---------- Extracted material ----------

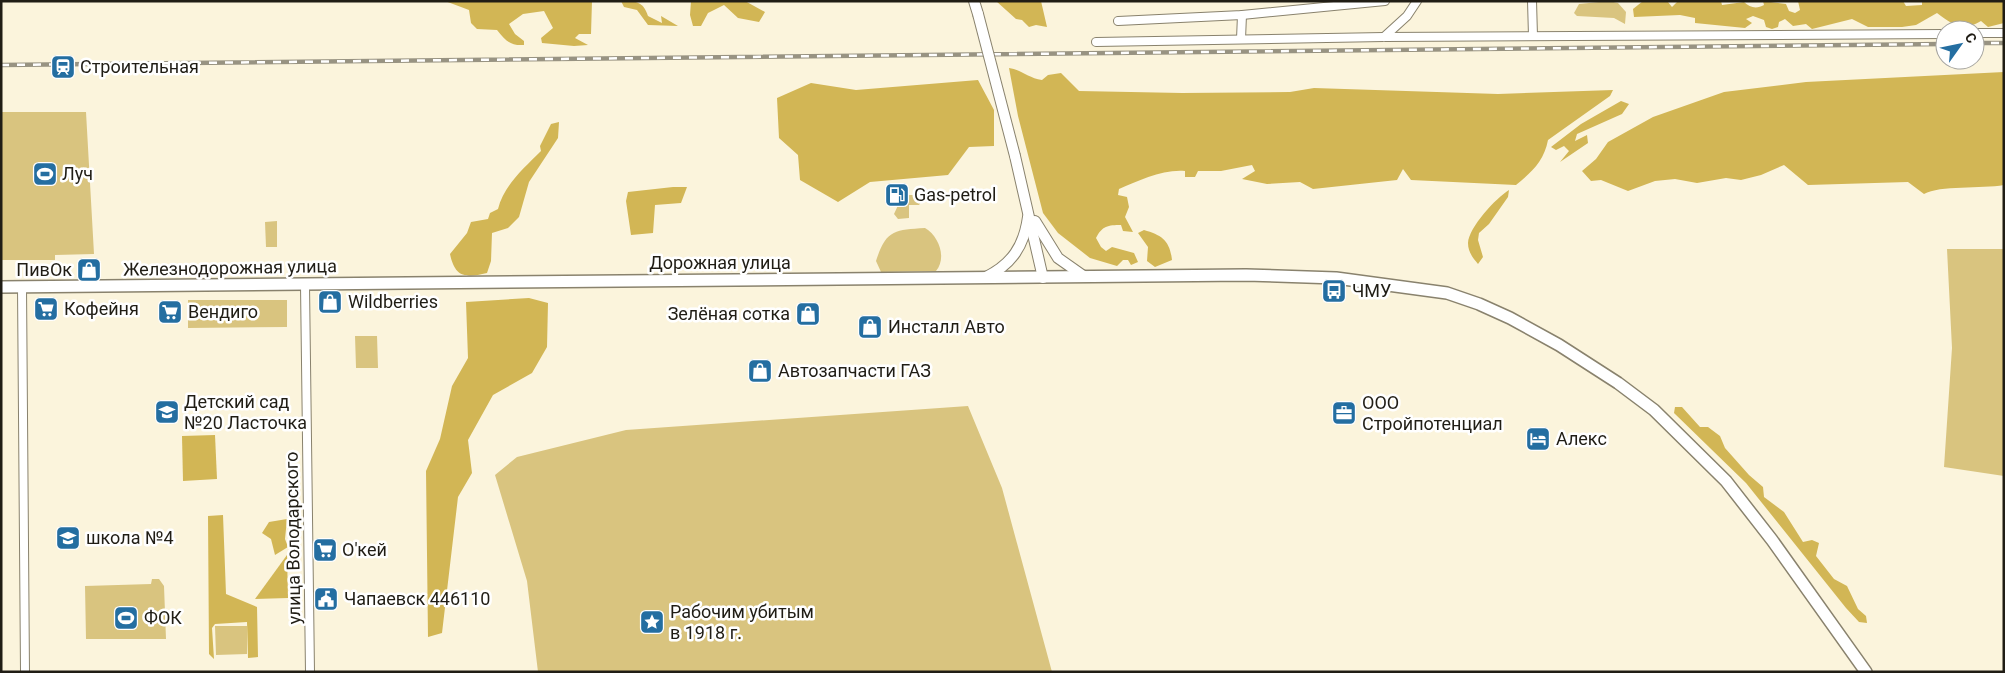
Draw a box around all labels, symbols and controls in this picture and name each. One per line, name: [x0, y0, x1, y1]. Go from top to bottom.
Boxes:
north arrow: [1935, 20, 1985, 70]
text: С: [1962, 30, 1980, 46]
station icon: Строительная: [50, 54, 76, 80]
place label: Строительная: [80, 56, 199, 77]
sports icon: Луч: [32, 161, 58, 187]
place label: Луч: [62, 163, 93, 184]
fuel station icon: Gas-petrol: [884, 182, 910, 208]
place label: Gas-petrol: [914, 184, 996, 205]
street label: Дорожная улица: [649, 252, 791, 273]
street label: Железнодорожная улица: [123, 255, 337, 280]
shop icon: ПивОк: [76, 257, 102, 283]
place label: ПивОк: [16, 259, 72, 280]
bus stop icon: ЧМУ: [1321, 278, 1347, 304]
place label: ЧМУ: [1352, 280, 1391, 301]
shop icon: Wildberries: [317, 289, 343, 315]
place label: Wildberries: [348, 291, 438, 312]
supermarket icon: Кофейня: [33, 296, 59, 322]
place label: Кофейня: [64, 298, 139, 319]
supermarket icon: Вендиго: [157, 299, 183, 325]
place label: Вендиго: [188, 301, 258, 322]
shop icon: Зелёная сотка: [795, 301, 821, 327]
place label: Зелёная сотка: [668, 303, 790, 324]
shop icon: Инсталл Авто: [857, 314, 883, 340]
place label: Инсталл Авто: [888, 316, 1005, 337]
shop icon: Автозапчасти ГАЗ: [747, 358, 773, 384]
place label: Автозапчасти ГАЗ: [778, 360, 931, 381]
place label: Детский сад №20 Ласточка: [184, 391, 307, 433]
place label: ООО Стройпотенциал: [1362, 392, 1503, 434]
school or university icon: Детский сад №20 Ласточка: [154, 399, 180, 425]
office icon: ООО Стройпотенциал: [1331, 400, 1357, 426]
hotel icon: Алекс: [1525, 426, 1551, 452]
place label: Алекс: [1556, 428, 1607, 449]
street label: улица Володарского: [280, 451, 305, 625]
school or university icon: школа №4: [55, 525, 81, 551]
place label: школа №4: [86, 527, 174, 548]
supermarket icon: О'кей: [312, 537, 338, 563]
place label: О'кей: [342, 539, 387, 560]
public building icon: Чапаевск 446110: [313, 586, 339, 612]
place label: Чапаевск 446110: [344, 588, 490, 609]
place label: Рабочим убитым в 1918 г.: [670, 601, 814, 643]
sports icon: ФОК: [113, 605, 139, 631]
place label: ФОК: [144, 607, 182, 628]
place icon: Рабочим убитым в 1918 г.: [639, 609, 665, 635]

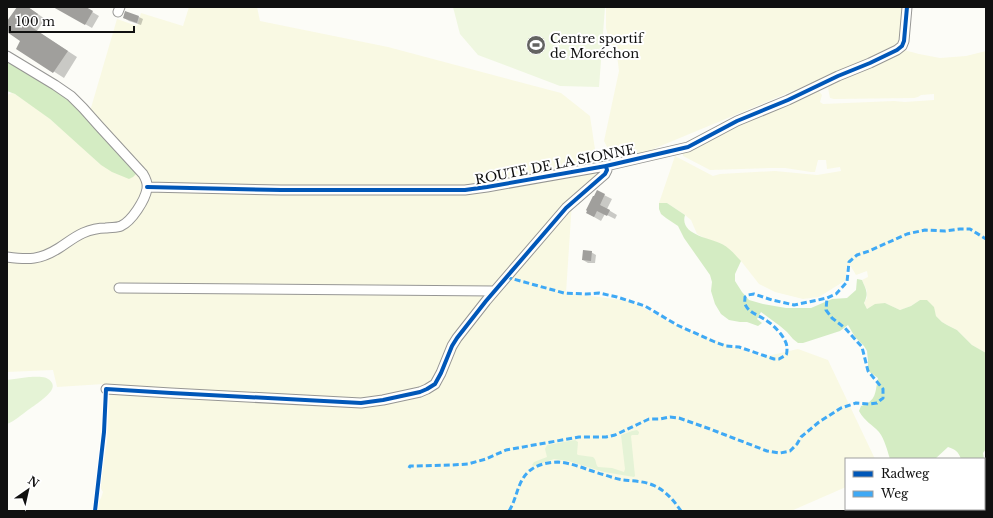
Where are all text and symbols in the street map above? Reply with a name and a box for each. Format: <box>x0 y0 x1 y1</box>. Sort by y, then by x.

----------

The word to find is "name". Copy every line of the records that holds it.

Draw a box around all labels, symbols and controls in this picture and name each. One per line, name: [x0, y0, x1, y1]. Go from top to bottom.
Where are all text and symbols in the street map above? Reply with a name and a box for each. Format: <box>x0 y0 x1 y1</box>. Sort by y, then by x.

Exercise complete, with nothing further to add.